Categories: Fitness & Yoga

Relieve Sciatica Pain in Less Than 16 Minutes With These Yoga Poses

Are you one of those who suffer from sciatica pain? Does it interfere with your daily activities? It is estimated that 5-10% of patients with low back pain have sciatica while the lifetime prevalence of low back pain can range from 49-70%.

First, let’s explain what is a sciatic nerve to understand the notion of sciatic pain. It is the largest single nerve in the human body which starts from the spine and runs down through the thigh and calf muscles to the feet.

Statistically, every person has a 40% risk of experiencing sciatica pain at some point in his life. It does not mean that it can be a chronic pain, but it can interfere with your daily activities.

Sometimes, not all sciatica trouble can cause pain but a weakness in the knees and tingling in the legs.

Warning Signs of Sciatica Trouble

  • Pain at every point of the sciatic nerve such as the low back, back of the thigh, buttocks, and calf.
  • Numbness, fatigue, and loss of feeling in the legs and feet.
  • A feeling of burning, tingling or pinching.
  • Weakness in your knees as a result of sitting.
  • Foot drop: difficulty flexing the ankles enough to walk on the heels.
  • Lower reflexes in the knee and Achilles tendon.

What Triggers Sciatica Pain?

This specific pain can be a result of a herniated disc in the lumbar spine – the part of the spine that curves inward. If you experience such a pain, make sure you consult your doctor as soon as you can.

Also, 70% of the sciatica cases are the result of piriformis, the muscle that you use to turn your thigh out.

8 Yoga Stretches for Sciatica Pain

There are some positions originating from yoga that can stretch your lower back and prevent sciatica pain.

However, make sure you consult your doctor before you start with some exercise program. In case you experience some difficulty or pain, stop immediately and consult your doctor.

1. The Knee Raise

Lie on your back and draw the left knee to your torso, while keeping the right leg straight. Press your knee towards your chest and make sure your shoulders are on the floor.

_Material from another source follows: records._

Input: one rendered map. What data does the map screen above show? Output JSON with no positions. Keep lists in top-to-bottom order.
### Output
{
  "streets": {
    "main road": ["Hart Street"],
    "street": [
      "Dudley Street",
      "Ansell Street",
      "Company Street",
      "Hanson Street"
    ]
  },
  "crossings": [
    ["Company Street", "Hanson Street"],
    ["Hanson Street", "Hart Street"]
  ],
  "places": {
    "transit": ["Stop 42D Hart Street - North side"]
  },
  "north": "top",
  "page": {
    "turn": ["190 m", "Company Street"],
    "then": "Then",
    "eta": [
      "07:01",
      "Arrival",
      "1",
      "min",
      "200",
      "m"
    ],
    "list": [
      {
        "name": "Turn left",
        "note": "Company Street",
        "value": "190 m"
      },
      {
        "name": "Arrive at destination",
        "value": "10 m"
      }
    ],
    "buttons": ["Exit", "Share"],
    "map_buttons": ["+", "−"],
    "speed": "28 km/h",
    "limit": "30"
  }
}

2. The Standing Back Twist

An excellent pose for all of you who are not that flexible to start with the other poses. For this stretch, you need a chair to place your foot on. Then place the opposite hand on the raised knee while the other hand is on your hip. Turn your upper body while your hips are facing forward. Stay in this position for 30 seconds and then change the leg.

3. The Single Knee Twist

Lying on your back, bend the left knee to a 90 ̊ while the other leg is straight. Place the right hand on the left knee. Turn to the arm that is still on the floor while the shoulders are against the floor.

4. The Two Knee Twist

Lie on your back, bend the knees into your chest and bring your arms to a capital T position. Keep the shoulders on the floor as you turn the knees out to one side. Stay in this position for 1 minute then switch sides.

5. The Seated Twist

Sit and keep your legs straight in front of you. Bend the right knee and step the right foot over the left leg. Place the right hand on the floor while the left elbow should be on your bent knee. Then turn your face behind you while the legs are pointing forward.

6. The Twisted Lunge

You may find this pose a little bit trickier but is a highly effective hip opening pose. Step one leg forward and bend the knee. Keep the other leg behind you. Make sure there is one leg’s length apart between your feet. Turn your back and place the opposite elbow on your bent knee. Bring the palms together and stay in this position for 30 seconds.

7. Child’s Pose

This is one of the easiest poses of all. Get on your hands and knees then sit on your heels and leave your hands in front of you. You can stay in this position as long as you like but make sure you do not fall asleep.

8. The Cat Pose

Start on your knees and hands in a tabletop position. Curve your back down, lift your torso and pull the shoulders back. Stay in this position for 10 seconds then return to the starting position. Then, round your spine toward the ceiling but make sure your knees and shoulders are in position. Practice this stretch for 1-2 minutes.